Friday, July 03, 2009

The noseeum assumption

Because I’ve frequently presented a supralapsarian theodicy, I haven’t bothered with some other responses to the problem of evil. I’ve neglected other arguments because I find them unnecessary–which is not to say other arguments can’t be good arguments in their own right.

I’d add that a supralapsarian theodicy furnishes a general rationale for the existence of evil. It doesn’t presume to explain why God decrees any specific evil. And, in that respect, the argument I’m going to examine may have some supplementary value.

(BTW, I believe that Paul Manata has blogged on this issue as well.)

There are Christian philosophers who, in response to the evidential problem of evil, question a key premise.
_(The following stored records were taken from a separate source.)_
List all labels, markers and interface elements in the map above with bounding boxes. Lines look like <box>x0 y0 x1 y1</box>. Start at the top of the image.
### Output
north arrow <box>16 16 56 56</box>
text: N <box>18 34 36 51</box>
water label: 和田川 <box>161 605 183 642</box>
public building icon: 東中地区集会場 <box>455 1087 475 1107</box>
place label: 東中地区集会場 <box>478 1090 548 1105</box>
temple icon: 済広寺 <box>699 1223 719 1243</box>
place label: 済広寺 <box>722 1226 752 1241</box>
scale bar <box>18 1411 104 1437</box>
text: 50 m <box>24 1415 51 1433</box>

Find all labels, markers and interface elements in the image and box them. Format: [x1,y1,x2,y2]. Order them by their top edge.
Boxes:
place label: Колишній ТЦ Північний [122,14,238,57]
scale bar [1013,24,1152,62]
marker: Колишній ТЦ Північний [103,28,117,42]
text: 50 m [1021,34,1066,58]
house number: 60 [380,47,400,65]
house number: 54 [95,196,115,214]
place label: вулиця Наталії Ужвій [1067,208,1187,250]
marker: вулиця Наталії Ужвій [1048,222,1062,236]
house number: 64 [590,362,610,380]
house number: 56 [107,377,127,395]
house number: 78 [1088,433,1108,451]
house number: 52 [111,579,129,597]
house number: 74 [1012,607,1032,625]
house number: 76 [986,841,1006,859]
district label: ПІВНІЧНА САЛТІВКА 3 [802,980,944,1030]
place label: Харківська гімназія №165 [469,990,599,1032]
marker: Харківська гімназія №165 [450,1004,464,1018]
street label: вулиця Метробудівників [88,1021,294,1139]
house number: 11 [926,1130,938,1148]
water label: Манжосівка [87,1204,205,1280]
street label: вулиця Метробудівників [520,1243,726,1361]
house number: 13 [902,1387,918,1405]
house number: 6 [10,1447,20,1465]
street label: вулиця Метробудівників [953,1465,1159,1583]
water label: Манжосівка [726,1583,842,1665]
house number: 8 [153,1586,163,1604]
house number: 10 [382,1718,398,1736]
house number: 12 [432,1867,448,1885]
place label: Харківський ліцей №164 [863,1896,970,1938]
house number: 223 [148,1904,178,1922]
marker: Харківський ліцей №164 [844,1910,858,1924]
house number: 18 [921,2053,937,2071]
They take the position that if God exists, there’s no presumption that we would know his reasons for permitting evil. Therefore, they don’t think it’s incumbent upon a Christian to even give a reason for the occurrence of evil.
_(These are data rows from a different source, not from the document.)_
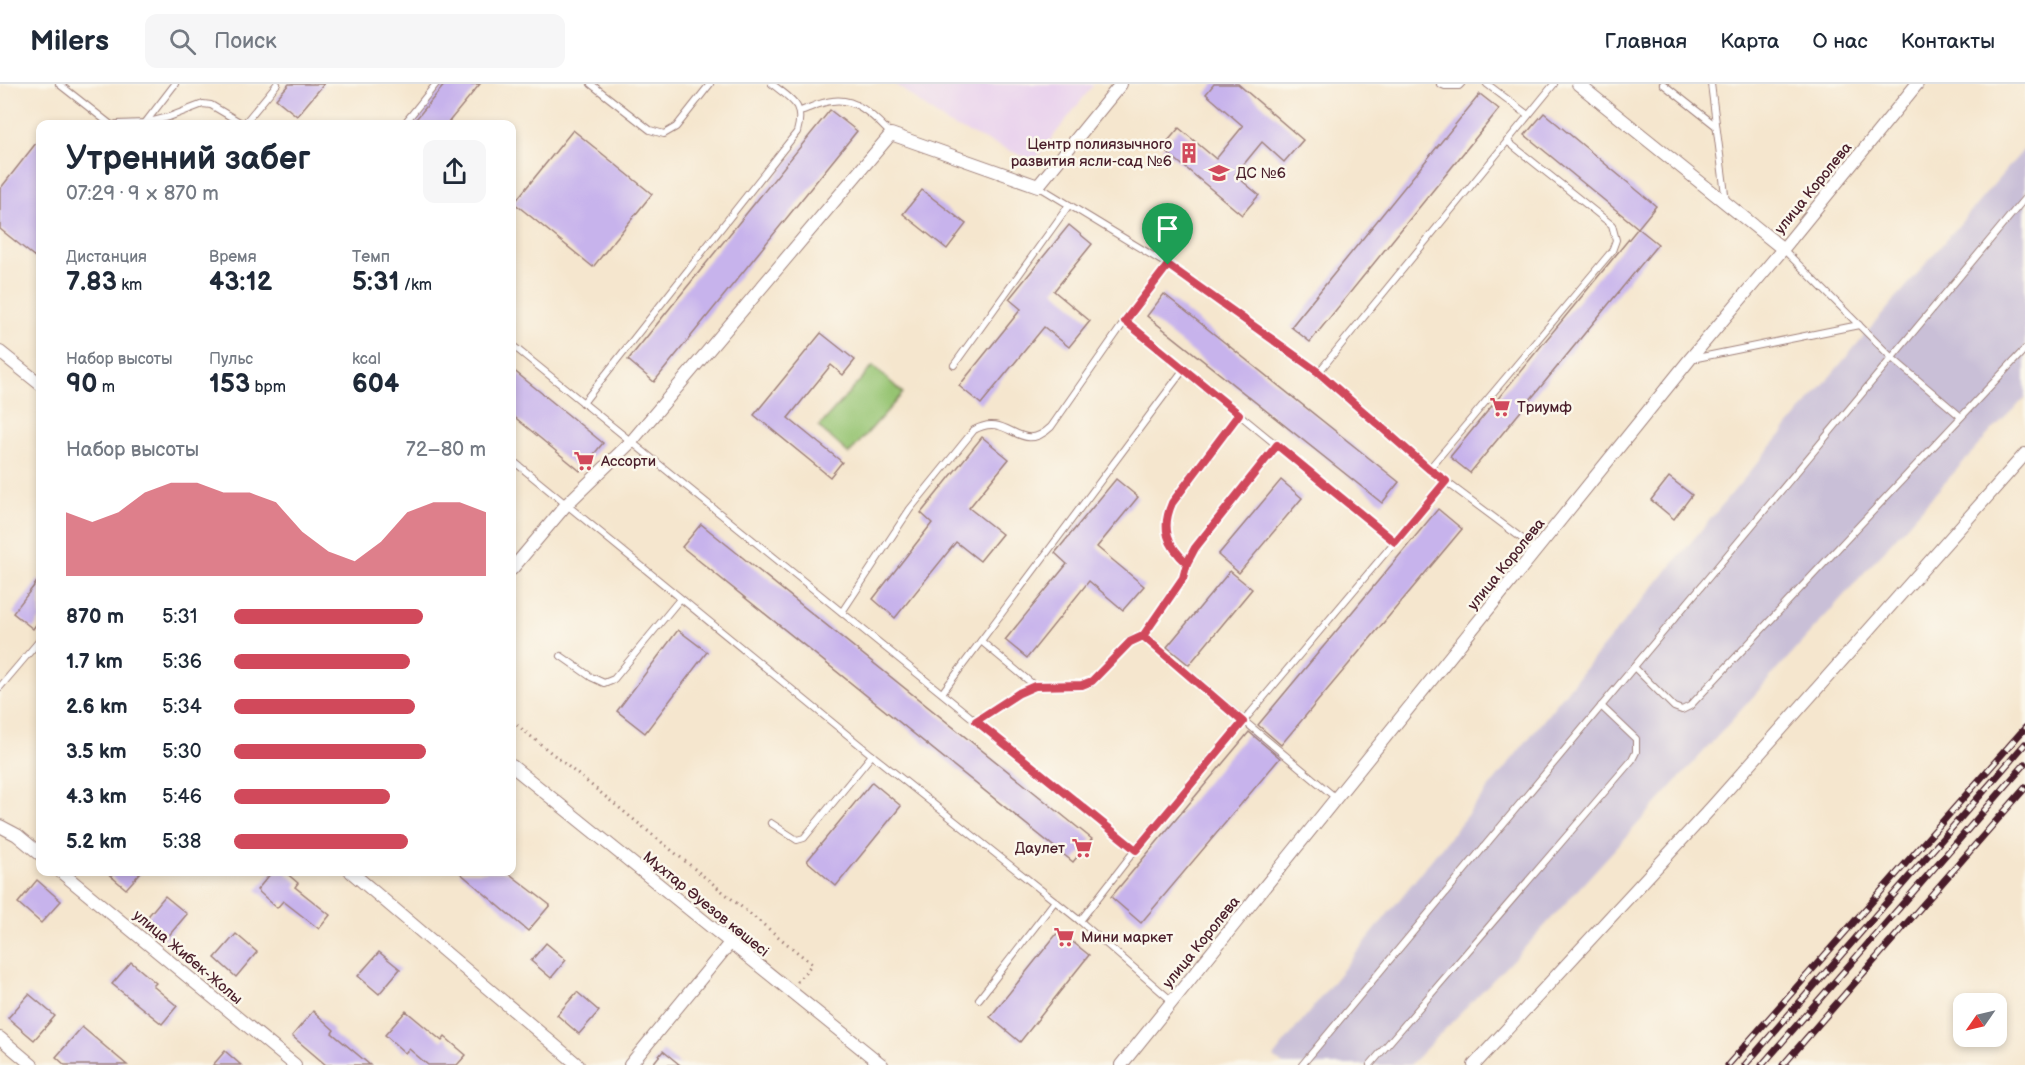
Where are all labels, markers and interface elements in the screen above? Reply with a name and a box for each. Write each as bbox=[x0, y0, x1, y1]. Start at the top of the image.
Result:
search box bbox=[145, 14, 565, 68]
text: Milers bbox=[30, 25, 109, 58]
icon: search bbox=[166, 25, 199, 58]
text: Поиск bbox=[214, 28, 277, 55]
text: Главная bbox=[1604, 29, 1687, 54]
text: Карта bbox=[1720, 29, 1779, 54]
text: О нас bbox=[1812, 29, 1868, 54]
text: Контакты bbox=[1901, 29, 1995, 54]
place label: Центр полиязычного развития ясли-сад №6 bbox=[1011, 135, 1172, 171]
street label: улица Королева bbox=[1771, 138, 1856, 238]
text: Утренний забег bbox=[66, 139, 311, 179]
button: share bbox=[423, 140, 486, 203]
building icon: Центр полиязычного развития ясли-сад №6 bbox=[1177, 141, 1201, 165]
school or university icon: ДС №6 bbox=[1207, 161, 1231, 185]
place label: ДС №6 bbox=[1236, 164, 1286, 183]
text: 07:29 · 9 × 870 m bbox=[66, 182, 219, 206]
pin bbox=[1142, 203, 1193, 265]
icon: arrive bbox=[1151, 212, 1184, 245]
text: Дистанция bbox=[66, 248, 147, 267]
text: Время bbox=[209, 248, 257, 267]
text: Темп bbox=[352, 248, 390, 267]
text: 7.83 bbox=[66, 267, 117, 298]
text: 43:12 bbox=[209, 267, 272, 298]
text: 5:31 bbox=[352, 267, 399, 298]
text: km bbox=[117, 276, 142, 295]
text: /km bbox=[399, 276, 432, 295]
text: Набор высоты bbox=[66, 350, 173, 369]
text: Пульс bbox=[209, 350, 253, 369]
text: kcal bbox=[352, 350, 381, 369]
text: 90 bbox=[66, 369, 97, 400]
text: 153 bbox=[209, 369, 250, 400]
text: 604 bbox=[352, 369, 399, 400]
text: m bbox=[97, 378, 115, 397]
text: bpm bbox=[250, 378, 286, 397]
supermarket icon: Триумф bbox=[1488, 395, 1512, 419]
place label: Триумф bbox=[1517, 398, 1572, 417]
text: Набор высоты bbox=[66, 438, 199, 462]
text: 72–80 m bbox=[406, 438, 486, 462]
supermarket icon: Ассорти bbox=[572, 449, 596, 473]
place label: Ассорти bbox=[600, 452, 656, 471]
street label: улица Королева bbox=[1464, 514, 1549, 614]
text: 870 m bbox=[66, 605, 124, 629]
text: 5:31 bbox=[162, 605, 198, 629]
text: 1.7 km bbox=[66, 650, 123, 674]
text: 5:36 bbox=[162, 650, 202, 674]
text: 2.6 km bbox=[66, 695, 127, 719]
text: 5:34 bbox=[162, 695, 202, 719]
text: 3.5 km bbox=[66, 740, 127, 764]
text: 5:30 bbox=[162, 740, 202, 764]
text: 4.3 km bbox=[66, 785, 127, 809]
text: 5:46 bbox=[162, 785, 202, 809]
text: 5.2 km bbox=[66, 830, 127, 854]
text: 5:38 bbox=[162, 830, 201, 854]
supermarket icon: Даулет bbox=[1070, 836, 1094, 860]
place label: Даулет bbox=[1015, 839, 1065, 858]
street label: Мұхтар Әуезов көшесі bbox=[639, 848, 773, 961]
street label: улица Королева bbox=[1159, 892, 1244, 992]
street label: улица Жибек-Жолы bbox=[129, 906, 246, 1009]
supermarket icon: Мини маркет bbox=[1052, 925, 1076, 949]
place label: Мини маркет bbox=[1081, 928, 1173, 947]
north arrow bbox=[1953, 993, 2007, 1047]
map controls bbox=[1953, 993, 2007, 1047]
Of course, from the standpoint of an atheist, this smacks of special pleading. What are we to say to that reaction?

1.If you begin with the ground level assumption that there’s no evidence for God’s existence, then it’s more natural to view the response of these philosophers as special pleading. It’s like Flew’s famous parable of the invisible gardener. You have no initial evidence for God’s existence. Then, in the face of prima facie evidence against his existence, you add insult to injury by saying you also don’t need to give a reason for the occurrence of evil. You don’t need to give a reason for God’s existence and, what is more, you don’t need to give a reason for the existence of evil. So nothing could possibly count against your belief in God. Not the absence of evidence or the evidence to the contrary. One could justify any belief, however arbitrary or outlandish, on this basis.
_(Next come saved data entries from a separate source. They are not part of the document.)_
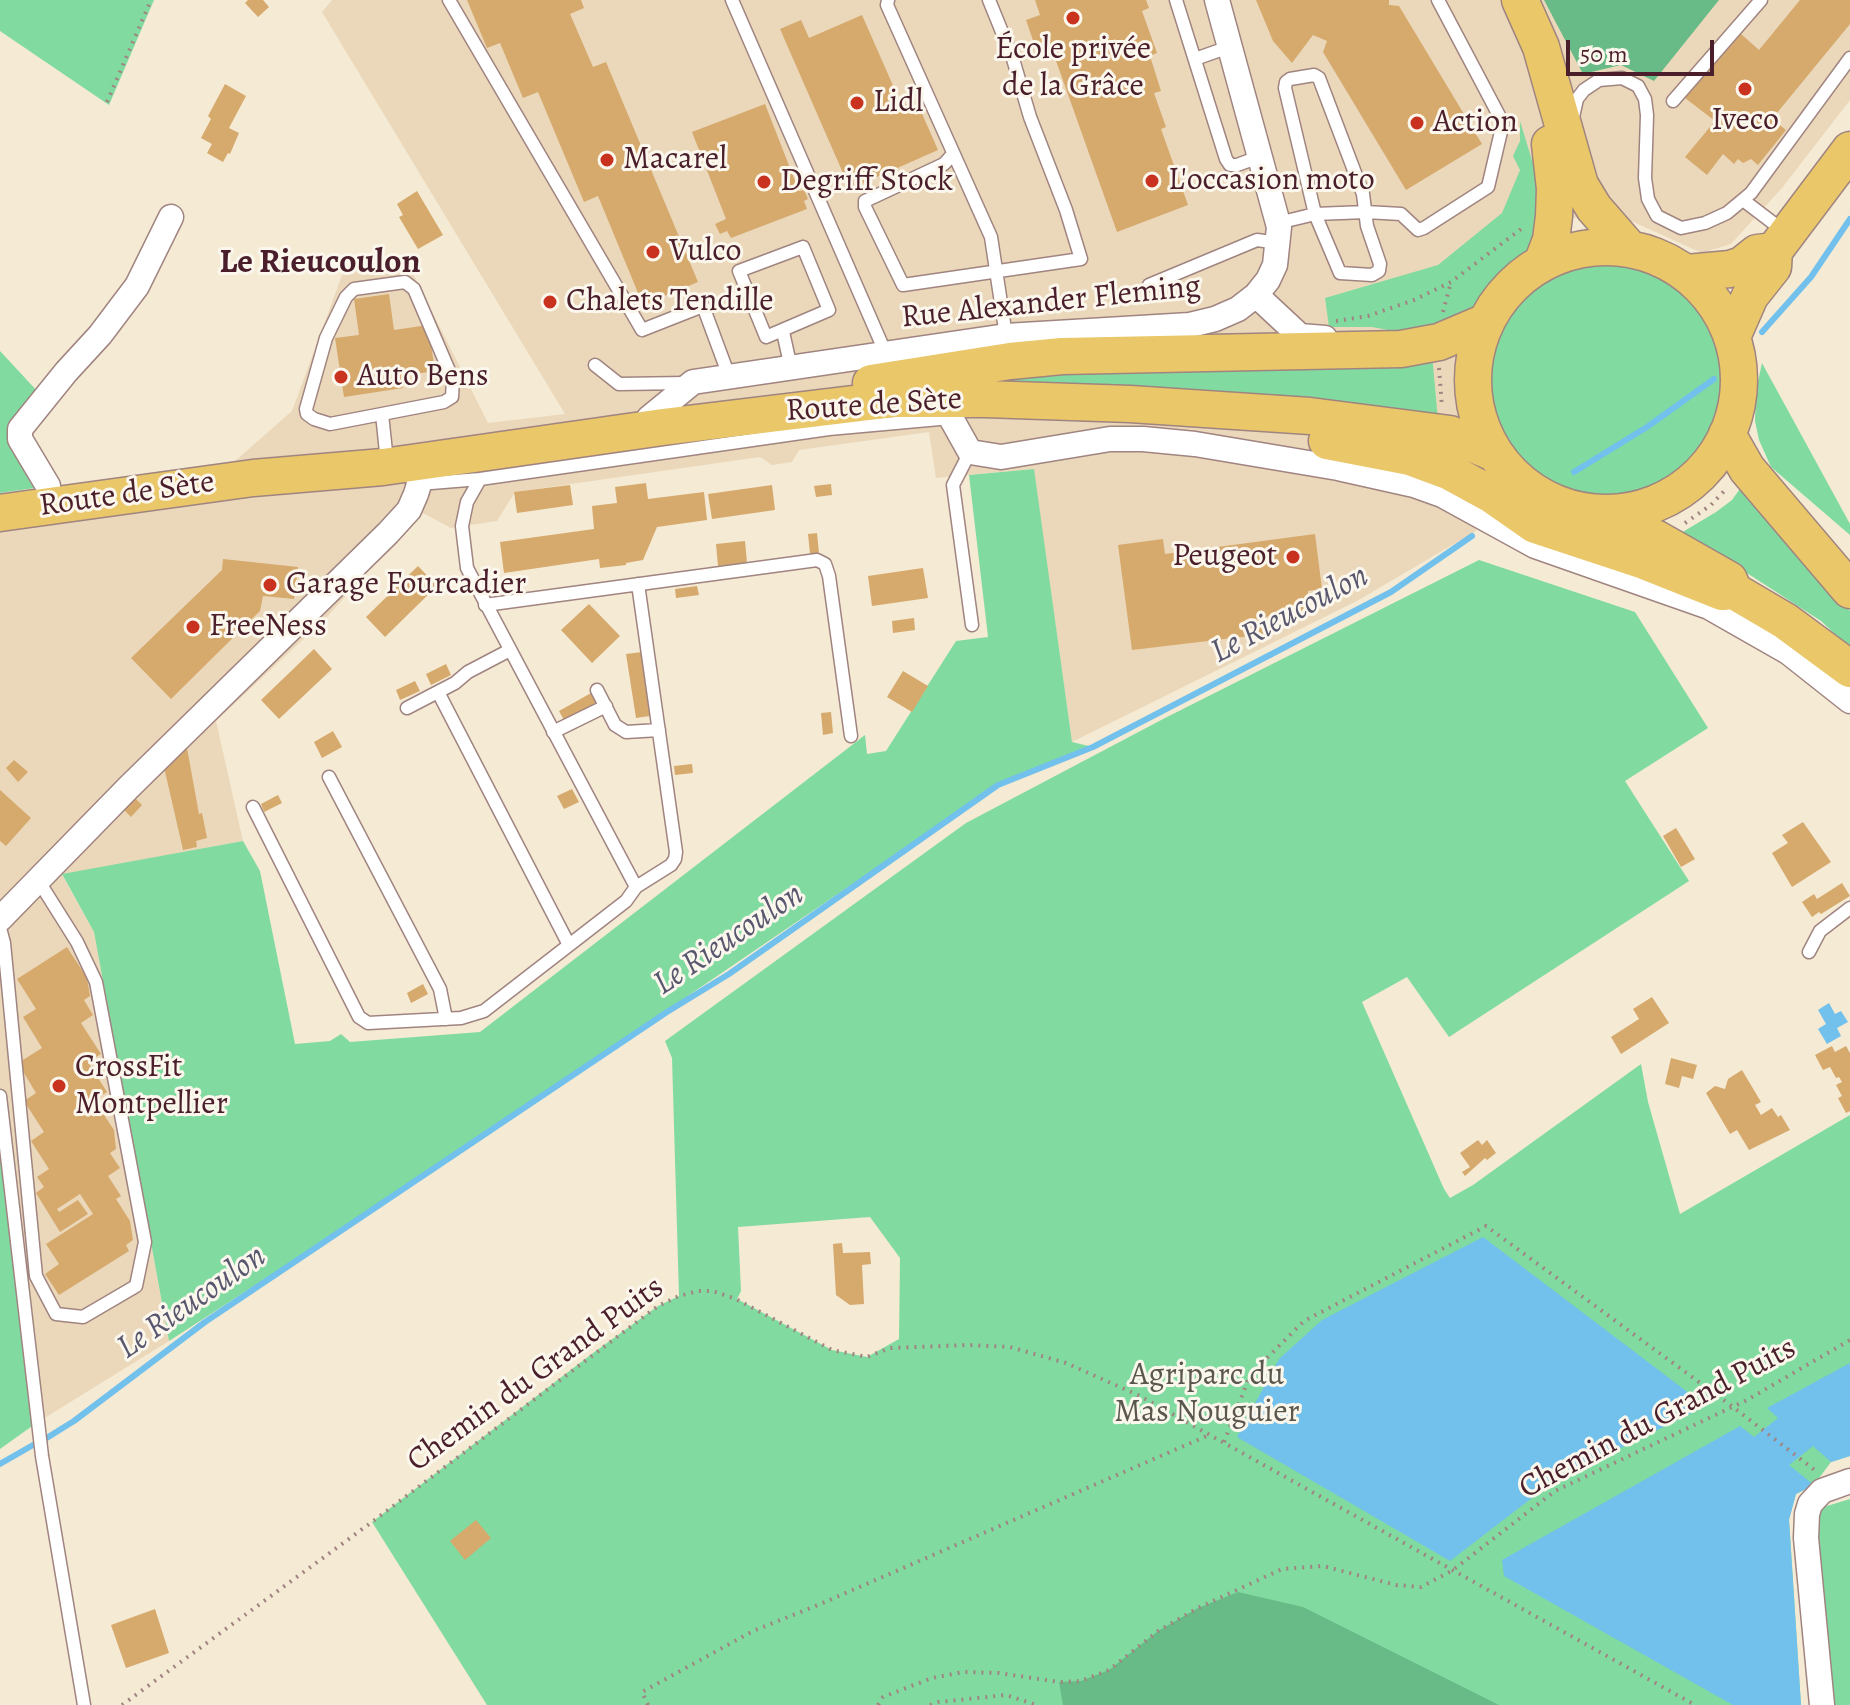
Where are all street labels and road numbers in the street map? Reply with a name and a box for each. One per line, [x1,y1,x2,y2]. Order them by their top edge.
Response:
street label: Rue Alexander Fleming [899,268,1203,338]
street label: Route de Sète [785,381,963,431]
street label: Route de Sète [37,464,217,526]
street label: Chemin du Grand Puits [400,1269,672,1481]
street label: Chemin du Grand Puits [1513,1330,1803,1508]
2.This objection might have some force against a Christian fideist. Of course, as a fideist, he’d also be immune to that objection. But from an outsider’s perspective, it would carry some force.

However, except for fideists, most Christian philosophers, theologians, and apologists don’t begin with the ground level assumption that there’s no evidence for God. To the contrary, they think there are various lines of evidence for God’s existence.

Hence, there’s an obvious difference between saying:

i) We don’t have to give a reason for the existence of God, and–what is more–we don’t have to give a reason for the existence of evil!

And saying:

ii) We don’t have a reason for the existence of evil, but we have many reasons for the existence of God–some of which we can give you, and some of which we can’t (since they involve personal experience, which is intransitive).

(i) invites the charge of special pleading in a way that (ii) does not.

And this, in turn, goes to the incommensurable perspective of the believer and the unbeliever. From the unbeliever’s viewpoint, belief in God is like belief in the invisible gardener. The problem of evil is just a special case of that larger deficiency. An aggravating factor. One more thing the theist can’t account for.

Since, however, the average Christian philosopher, theologian, or apologist doesn’t share that perspective, the two sides don’t place the burden of proof in the same position. For they don’t share the same starting point.

3.Beyond the question of special pleading, is it possible or plausible that God could have reasons for allowing (or decreeing) evil which are inscrutable to the human observer? Seems to me that that’s eminently plausible.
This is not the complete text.